Geschiedenis van Kamfer
Voor de Romeinen werd kamfer gebruikt in genezende zalven na veldslagen.
In het Pūja-ritueel van hindoeïstische oorsprong wordt het gebruikt om het vuur aan te steken dat de ceremonie beëindigt. Ook onder de Indianen wordt kamfer gebruikt als onderdeel van giftige tegengiffen.
In de Chinese geneeskunde staat het bekend om oogaandoeningen, naast het elimineren van schadelijke geuren uit elk deel van het lichaam.

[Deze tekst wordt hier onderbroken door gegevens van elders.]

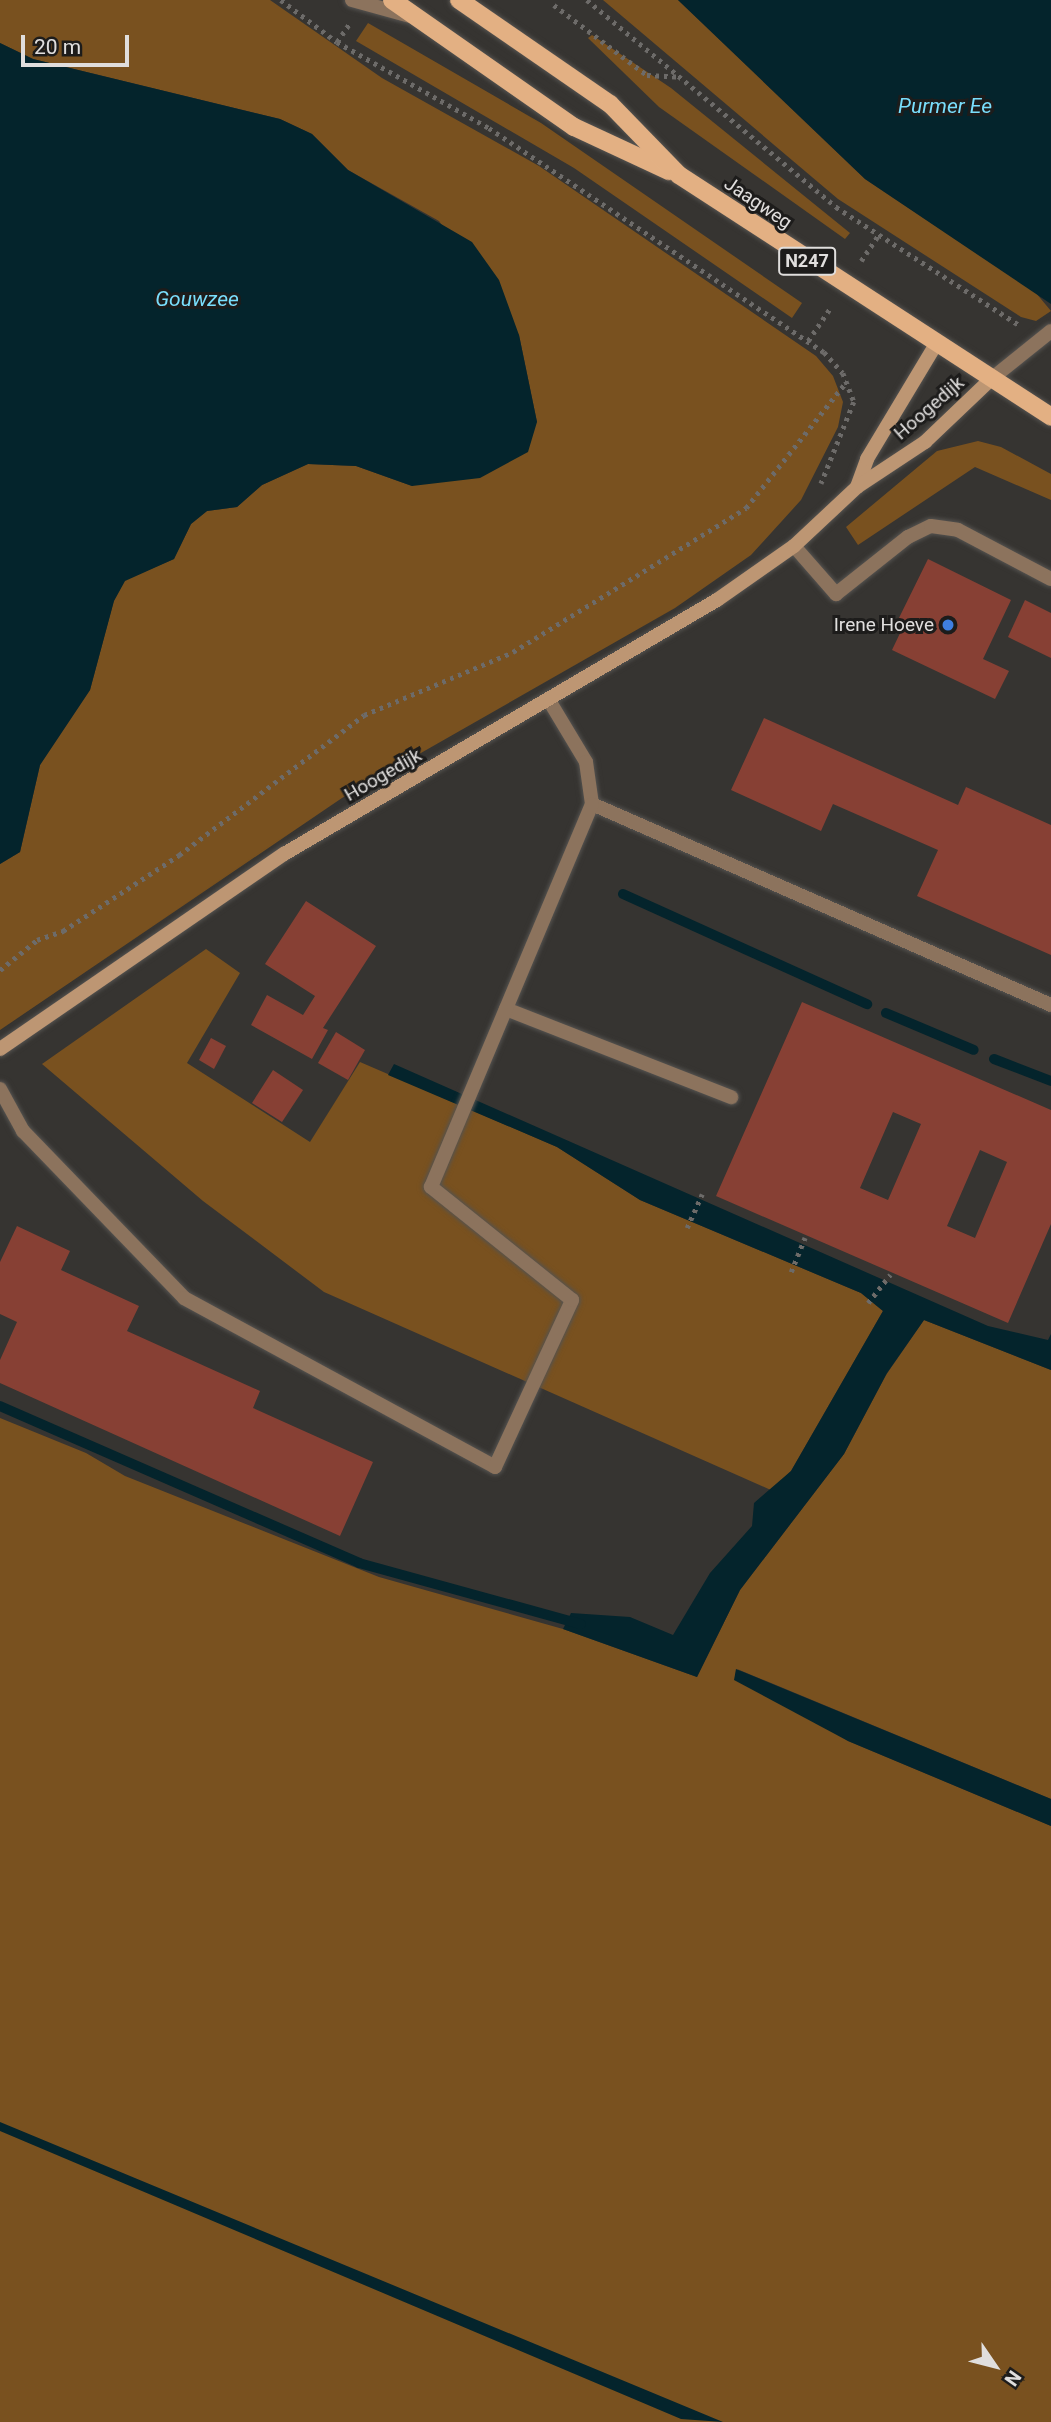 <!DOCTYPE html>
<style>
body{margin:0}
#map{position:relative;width:1051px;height:2422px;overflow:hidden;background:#363431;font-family:Roboto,sans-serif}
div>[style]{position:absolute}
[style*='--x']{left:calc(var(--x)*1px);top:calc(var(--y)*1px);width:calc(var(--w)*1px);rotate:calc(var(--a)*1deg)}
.green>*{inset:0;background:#79511f}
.water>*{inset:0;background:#04242c}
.stream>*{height:10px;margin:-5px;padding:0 5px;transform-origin:5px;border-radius:5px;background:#04242c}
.building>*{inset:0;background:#874034}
.path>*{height:4.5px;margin-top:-2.25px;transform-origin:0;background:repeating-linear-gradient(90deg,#6d6b69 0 3.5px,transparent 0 8.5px)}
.roads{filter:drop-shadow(0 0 2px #555350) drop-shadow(0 0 2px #555350)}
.lane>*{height:14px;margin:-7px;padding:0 7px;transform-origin:7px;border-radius:7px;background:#8c735d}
.street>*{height:14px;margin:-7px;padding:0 7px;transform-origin:7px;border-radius:7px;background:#8c735d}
.secondary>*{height:14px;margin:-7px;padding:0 7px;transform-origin:7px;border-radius:7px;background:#bd9673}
.primary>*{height:18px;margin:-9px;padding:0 9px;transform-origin:9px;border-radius:9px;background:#e3b083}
.dots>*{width:19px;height:19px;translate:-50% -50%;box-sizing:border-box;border:4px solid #1d1c1b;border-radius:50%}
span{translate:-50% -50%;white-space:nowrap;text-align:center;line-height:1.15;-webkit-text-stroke:6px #1d1c1b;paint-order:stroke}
.shield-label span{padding:2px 5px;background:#1d1c1b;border:2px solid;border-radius:5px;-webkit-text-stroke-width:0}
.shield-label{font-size:18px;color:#e0dedd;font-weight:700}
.street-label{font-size:19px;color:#e0dedd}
.poi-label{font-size:19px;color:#e0dedd}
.right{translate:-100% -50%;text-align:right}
.water-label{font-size:21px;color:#79defc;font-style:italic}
.north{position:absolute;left:960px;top:2331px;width:70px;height:70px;-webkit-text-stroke:5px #1d1c1b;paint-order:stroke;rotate:125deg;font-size:19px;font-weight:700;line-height:28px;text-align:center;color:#e0dedd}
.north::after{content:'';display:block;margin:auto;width:24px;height:32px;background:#e0dedd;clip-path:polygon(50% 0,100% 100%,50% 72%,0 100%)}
.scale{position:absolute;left:21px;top:35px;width:108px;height:32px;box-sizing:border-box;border:4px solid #e0dedd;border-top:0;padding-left:9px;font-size:21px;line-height:24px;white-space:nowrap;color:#e0dedd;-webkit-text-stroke:5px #1d1c1b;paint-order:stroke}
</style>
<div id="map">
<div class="green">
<i style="clip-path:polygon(0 0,270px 0,382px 78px,539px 166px,816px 356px,833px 376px,843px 402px,838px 427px,801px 500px,751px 555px,675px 608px,342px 798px,0 1030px,0 864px,20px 852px,40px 765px,90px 690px,114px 600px,125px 580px,174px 559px,191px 524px,207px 511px,237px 507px,262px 485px,308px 464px,356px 466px,412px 486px,537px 422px,519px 335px,439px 221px,348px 170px,312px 134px,280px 119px,33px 59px,0 43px)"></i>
<i style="clip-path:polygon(603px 0,678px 0,865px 179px,1036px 293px,1051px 311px,1036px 321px,1021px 317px,838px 199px)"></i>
<i style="clip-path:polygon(368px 23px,541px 123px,802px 303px,792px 318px,574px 168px,356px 41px)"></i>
<i style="clip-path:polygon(592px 35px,671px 88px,850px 233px,845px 239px,659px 107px,588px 38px)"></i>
<i style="clip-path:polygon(978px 441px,1001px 447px,1051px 474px,1051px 500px,975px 467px,858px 545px,846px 527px,937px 451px)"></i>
<i style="clip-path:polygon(206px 949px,240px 973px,187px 1063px,310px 1142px,360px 1062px,557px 1147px,640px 1200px,861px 1293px,883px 1311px,791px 1471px,773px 1491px,324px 1292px,203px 1201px,42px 1064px)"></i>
<i style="clip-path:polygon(924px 1320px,1051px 1370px,1051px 1799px,737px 1669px,848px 1741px,1051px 1826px,1051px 2422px,0 2422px,0 1418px,86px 1453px,125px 1476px,379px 1577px,563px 1629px,697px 1677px,740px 1590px,844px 1454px,886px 1375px)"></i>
</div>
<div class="water">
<i style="clip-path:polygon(678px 0,1051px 0,1051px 304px,865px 179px)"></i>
<i style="clip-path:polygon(0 43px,33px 59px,280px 119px,312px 134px,348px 170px,472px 242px,499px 280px,519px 335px,537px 422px,528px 452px,480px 478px,412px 486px,356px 466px,308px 464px,262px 485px,237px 507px,207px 511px,191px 524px,174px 559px,125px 581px,114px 601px,90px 690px,40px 765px,20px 852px,0 864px)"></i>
<i style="clip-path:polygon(394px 1064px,988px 1326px,1048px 1340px,1051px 1334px,1051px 1370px,924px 1320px,887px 1373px,844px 1454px,740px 1590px,697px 1677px,563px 1629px,571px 1613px,630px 1617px,673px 1635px,710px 1573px,752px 1526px,754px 1503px,791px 1471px,883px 1311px,861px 1293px,640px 1200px,557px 1147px,388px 1075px)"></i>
<i style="clip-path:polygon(736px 1669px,1051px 1799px,1051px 1826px,848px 1741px,734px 1680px)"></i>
<i style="clip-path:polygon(0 2122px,359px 2271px,723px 2422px,681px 2419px,0 2131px)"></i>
</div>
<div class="stream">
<i style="--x:623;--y:894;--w:268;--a:24.3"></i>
<i style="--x:886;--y:1013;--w:95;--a:22.8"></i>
<i style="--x:994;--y:1059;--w:61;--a:21.1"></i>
<i style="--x:0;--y:1406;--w:392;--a:23.6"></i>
<i style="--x:359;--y:1563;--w:230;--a:15.4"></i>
</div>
<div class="building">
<i style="clip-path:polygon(928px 559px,1011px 600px,983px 659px,1009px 671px,995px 699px,892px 650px,902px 629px,895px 626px)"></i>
<i style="clip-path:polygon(1025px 600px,1051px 613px,1051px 658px,1008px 637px)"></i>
<i style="clip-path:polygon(764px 718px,958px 805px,966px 787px,1051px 825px,1051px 955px,917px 896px,938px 850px,833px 804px,821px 831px,731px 790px)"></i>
<i style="clip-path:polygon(306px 901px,376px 946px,323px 1028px,328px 1030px,312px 1059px,251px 1025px,267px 995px,303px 1015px,315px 996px,265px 964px)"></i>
<i style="clip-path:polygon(evenodd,802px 1002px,1051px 1110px,1051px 1224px,1008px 1323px,716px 1196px,802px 1002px,893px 1112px,921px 1124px,888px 1200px,860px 1188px,893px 1112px,802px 1002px,980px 1150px,1007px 1162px,975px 1238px,947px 1226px,980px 1150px)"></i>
<i style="clip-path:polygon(336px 1032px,365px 1050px,348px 1080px,318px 1063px)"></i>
<i style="clip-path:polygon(211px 1038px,226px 1046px,214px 1069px,199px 1060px)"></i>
<i style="clip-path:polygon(273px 1070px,303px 1090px,282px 1122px,252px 1103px)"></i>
<i style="clip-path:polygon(17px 1226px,70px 1251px,61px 1270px,139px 1306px,127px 1331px,260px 1391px,253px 1408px,373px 1462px,340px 1536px,0 1383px,0 1360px,17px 1322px,0 1314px,0 1262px)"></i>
</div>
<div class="path">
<i style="--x:281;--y:0;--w:70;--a:36.9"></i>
<i style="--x:337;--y:42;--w:175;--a:29.5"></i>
<i style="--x:489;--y:128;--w:403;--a:33.8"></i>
<i style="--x:824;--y:352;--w:28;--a:48"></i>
<i style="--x:843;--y:373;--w:31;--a:69"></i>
<i style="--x:854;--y:402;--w:88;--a:111.9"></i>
<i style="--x:587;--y:0;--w:324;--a:39.7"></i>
<i style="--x:836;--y:207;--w:218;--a:32.8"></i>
<i style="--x:554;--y:5;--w:116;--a:37"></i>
<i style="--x:647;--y:75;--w:33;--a:3"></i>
<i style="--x:337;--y:42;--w:23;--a:-56"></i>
<i style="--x:861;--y:261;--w:30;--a:-56"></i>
<i style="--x:808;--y:341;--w:41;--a:-55.9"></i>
<i style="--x:0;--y:970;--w:48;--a:-39"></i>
<i style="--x:37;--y:940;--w:28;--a:-19"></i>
<i style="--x:63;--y:931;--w:139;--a:-33.2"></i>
<i style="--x:179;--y:855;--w:232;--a:-37.1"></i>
<i style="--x:364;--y:715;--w:162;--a:-22.9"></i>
<i style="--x:513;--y:652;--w:274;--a:-31.7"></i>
<i style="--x:746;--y:508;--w:162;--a:-51.5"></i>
<i style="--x:687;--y:1228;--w:37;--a:-66"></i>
<i style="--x:791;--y:1272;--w:37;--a:-68"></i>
<i style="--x:868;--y:1303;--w:36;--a:-52"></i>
</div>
<div class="roads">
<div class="lane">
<i style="--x:352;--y:0;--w:64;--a:15.3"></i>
<i style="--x:794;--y:546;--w:64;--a:48.8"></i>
<i style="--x:836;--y:594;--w:92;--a:-38.4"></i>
<i style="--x:908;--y:537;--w:25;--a:-26"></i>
<i style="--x:931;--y:526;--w:27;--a:8"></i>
<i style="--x:958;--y:530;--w:105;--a:27.8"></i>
<i style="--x:550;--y:702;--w:70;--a:59"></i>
<i style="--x:586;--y:762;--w:42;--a:81.9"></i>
<i style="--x:592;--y:804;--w:501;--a:23.65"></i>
<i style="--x:506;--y:1009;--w:242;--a:21.4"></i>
<i style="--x:0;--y:1089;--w:48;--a:61.3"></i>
<i style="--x:23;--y:1131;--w:232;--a:46"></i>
<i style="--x:184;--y:1298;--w:354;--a:28.5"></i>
<i style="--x:495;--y:1467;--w:184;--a:-65.2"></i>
<i style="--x:572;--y:1300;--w:181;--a:-141.3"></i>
<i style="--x:431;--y:1187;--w:415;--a:-67.2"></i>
</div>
<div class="street">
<i style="--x:990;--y:380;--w:78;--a:-38.8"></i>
</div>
<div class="secondary">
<i style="--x:857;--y:487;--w:30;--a:-70"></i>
<i style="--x:867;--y:459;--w:132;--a:-59"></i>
<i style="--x:0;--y:1049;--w:345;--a:-34.5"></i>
<i style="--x:284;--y:854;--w:502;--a:-30.4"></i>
<i style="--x:717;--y:600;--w:94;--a:-35"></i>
<i style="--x:794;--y:546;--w:86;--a:-43.1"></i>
<i style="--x:857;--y:487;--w:82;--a:-33.5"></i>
<i style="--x:925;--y:442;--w:90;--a:-43.6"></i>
</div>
<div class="primary">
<i style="--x:392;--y:0;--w:222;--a:34.9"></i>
<i style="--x:574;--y:127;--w:105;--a:24.9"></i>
<i style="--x:459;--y:0;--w:183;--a:34.6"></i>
<i style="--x:610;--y:104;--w:99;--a:45.8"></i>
<i style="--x:679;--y:175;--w:444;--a:33"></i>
</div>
</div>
<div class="dots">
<i style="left:948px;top:625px;background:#3f7fe0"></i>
</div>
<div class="shield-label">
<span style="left:807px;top:261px">N247</span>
</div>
<div class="street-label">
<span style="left:758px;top:203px;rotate:34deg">Jaagweg</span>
<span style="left:929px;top:408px;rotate:-41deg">Hoogedijk</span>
<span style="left:383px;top:775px;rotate:-30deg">Hoogedijk</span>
</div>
<div class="poi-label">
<span class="right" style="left:934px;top:625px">Irene Hoeve</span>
</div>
<div class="water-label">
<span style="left:945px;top:106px">Purmer Ee</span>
<span style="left:197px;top:299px">Gouwzee</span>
</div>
<div class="north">N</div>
<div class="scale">20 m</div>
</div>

Het is een van de belangrijkste planten die worden gebruikt in de zalf die wereldwijd bekend staat als “Tijgerbalsem”.
In de Egyptische cultuur werd kamfer gebruikt om lijken te bewaren, vanwege het verkoelende vermogen ervan, en daarom worden bijna altijd sporen van kamfer aangetroffen in Egyptische mummies.
Kamfer-collectie
Volgens reizigers uit de 12e eeuw vond het verzamelen van Canfora samen met magische praktijken plaats, alleen op bepaalde tijden van het jaar en in groepen.
De “kamferboom” is een boom die veel giftige slangen aantrekt, waardoor het gevaarlijk en moeilijk is om de boom te benaderen om verse kamfer te verzamelen. Er was dus maar één periode van het jaar waarin de slangen zich van de boom verwijderden: na de paring. Het was dus tijdens deze periode dat plukkers de boom konden benaderen en in de stengels konden snijden.
Momenteel wordt de gekristalliseerde witte kamfer die we kennen in het laboratorium verkregen door middel van chemische synthese, een proces dat aan het einde van de 19e eeuw werd ontwikkeld.